Этот доклад был написан в ходе подготовки к предстоявшей конференции «Вера и порядок» в Эдинбурге (1937). Зассе в то время было запрещено путешествовать, как и ранее в том же году, когда он участвовал в заседании оргкомитета конференции в лондонской резиденции архиепископа Темпля. Много душевных и физических сил у него отнимал открытый раскол в Исповедующей церкви. Стресс, который он испытывал, когда писал эту работу, трудно себе представить.

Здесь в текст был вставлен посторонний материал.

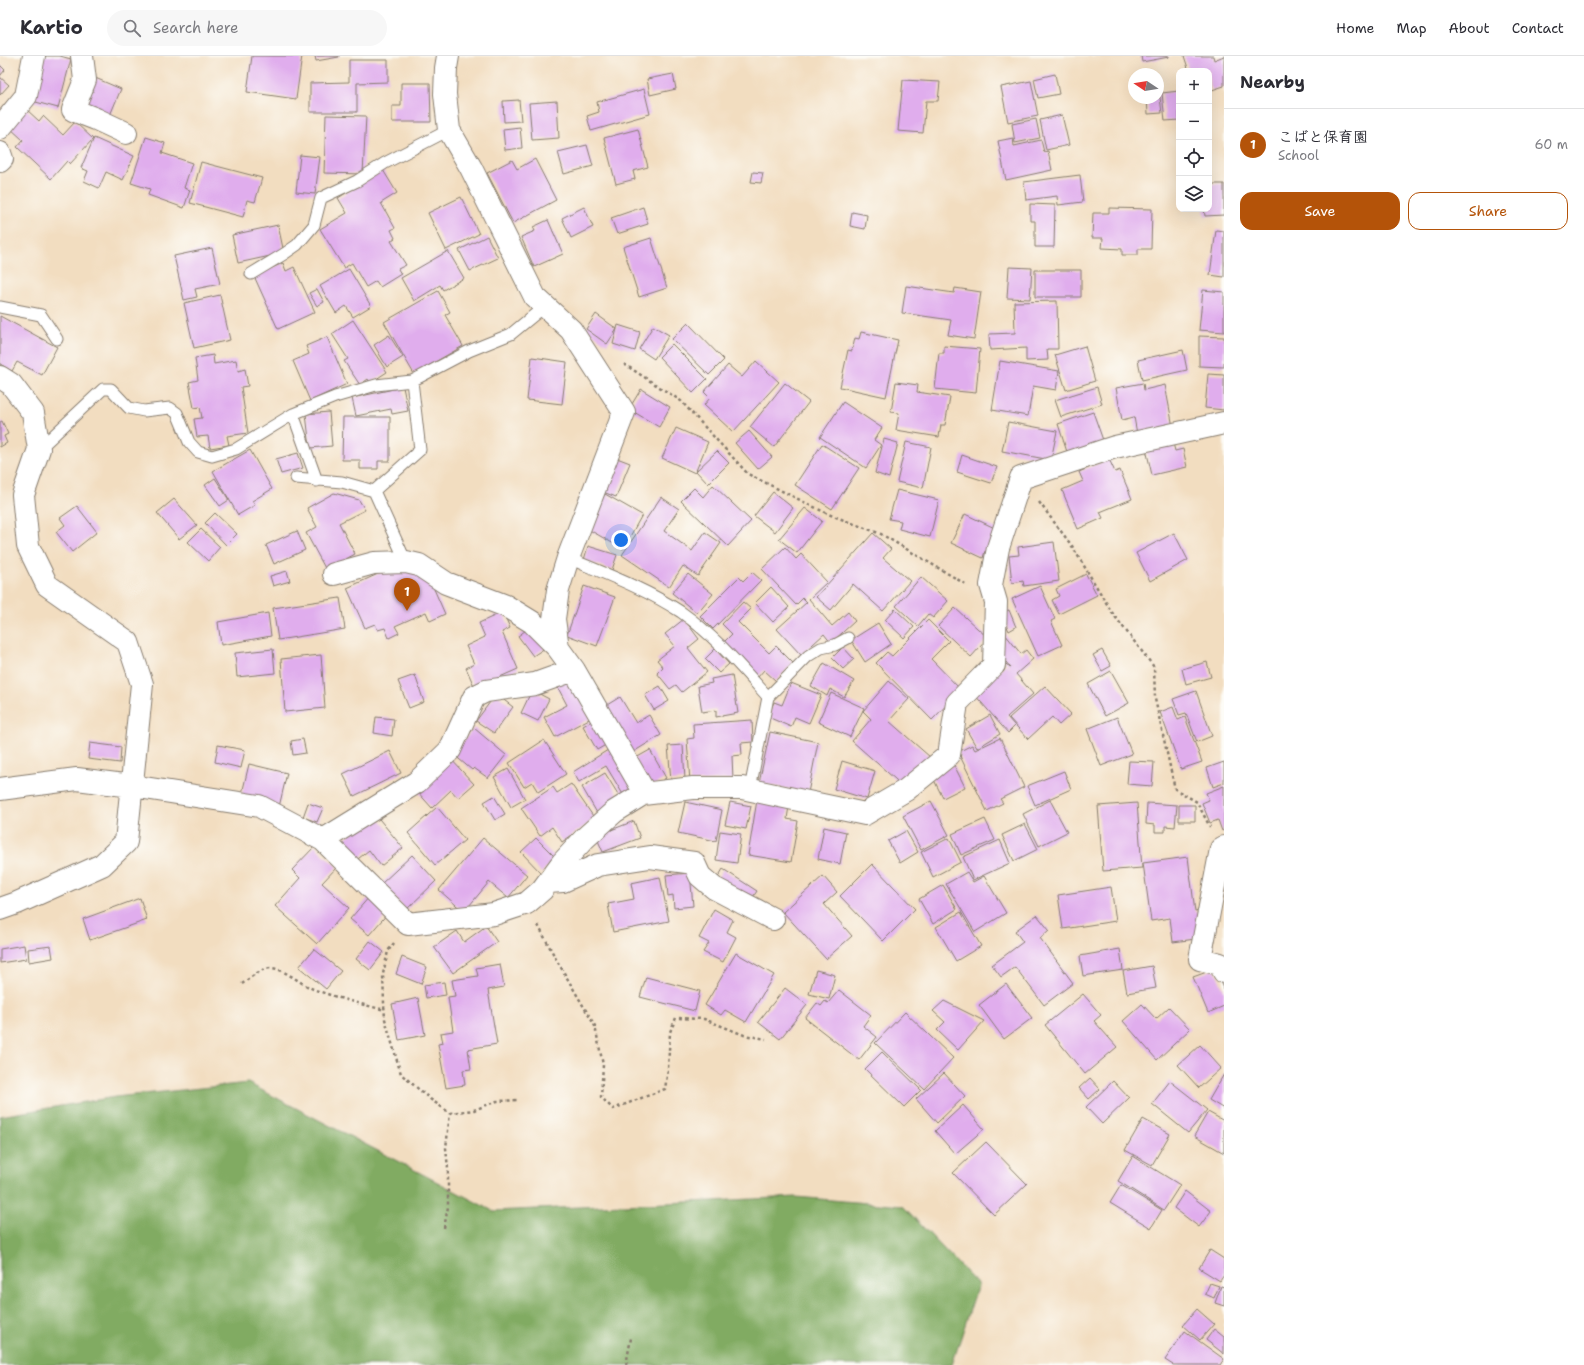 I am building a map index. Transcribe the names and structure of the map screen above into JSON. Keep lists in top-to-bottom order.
{
  "north": "left",
  "page": {
    "header": "Kartio",
    "search": "Search here",
    "nav": [
      "Home",
      "Map",
      "About",
      "Contact"
    ],
    "heading": "Nearby",
    "map_buttons": ["+", "−"],
    "list": [
      {
        "mark": "1",
        "name": "こばと保育園",
        "note": "School",
        "value": "60 m"
      }
    ],
    "buttons": ["Save", "Share"],
    "pins": "1"
  }
}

Если законничество приводит к такому итогу, разве это не служит некоторым оправданием антиномизму? Всякий, кто считает антиномизм альтернативой законничеству, должен понимать, что он смешивает Закон и Евангелие. Тертуллиан обратил внимание на это смешение в учении Маркиона. Однако мы должны спросить себя: разве не прав был Маркион, если суть Евангелия — прощение грехов, а Иисус не является законодателем? Тогда нам придется предоставить антиномистам эпохи Реформации презумпцию невиновности. Разве не правы они были, когда утверждали, что закон является достоянием мирской жизни, т. е. прерогативой правительства? Они могли даже процитировать Лютера: «Десяти Заповедям место в городской управе, а не на кафедре»[1].
Они пользовались такой характеристикой Закона в обоснование своего мнения, что нет другого Иисуса, кроме «сладчайшего» Христа. Всякий раз, когда Закон и Евангелие отделяются друг от друга, когда теряется связь между Законом и Евангелием, Лютер оказывается прав: когда теряется либо Закон, либо Евангелие, второе также полностью уничтожается. Любая форма антиномизма непременно уничтожает и Евангелие. Там, где проповедь Закона не производит признание грехов, как можно получить или осознать прощение грехов [Евангелие]? Уже Маркион утратил понимание того, что искупление означает прощение грехов. Если в наши дни Церковь пренебрегает проповедью Закона, провозглашением неизменных заповедей Божьих странам и народам, однажды Евангелие неизбежно будет утрачено. Нынешняя опасность практического антиномизма невыносима. Как просто Церкви в любую эпоху громогласно запретить проповедь Божьих заповедей и формулировать окончательные правила всякого человеческого поведения на основании источников, которые предлагает сам мир, а затем обратиться к Евангелию, словно Церкви дано поручение провозгласить, что Бог прощает мир, который даже по собственным стандартам утопает во грехе. Нет, прощение грехов можно проповедовать только кающимся. Никакая церковь не может сослаться на Реформацию или даже не Лютера, чтобы избавить себя от обязанности проповедовать Закон каждому гражданину страны и государства. Хотя бы потому, что реформаторы неизменно утверждали, что проповедь Закона состоит в гражданском применении Закона, usus legis elenchticus, а также в usus legis in renatis, применении Закона к возрожденным. Возрожденные познали, что Евангелие — это нечто большее и иное по сравнению с божественным Законом, потому что в Евангелии Бог делает не чужое дело, но Свое собственное дело, посредством которого Он оправдывает грешников и оживляет их.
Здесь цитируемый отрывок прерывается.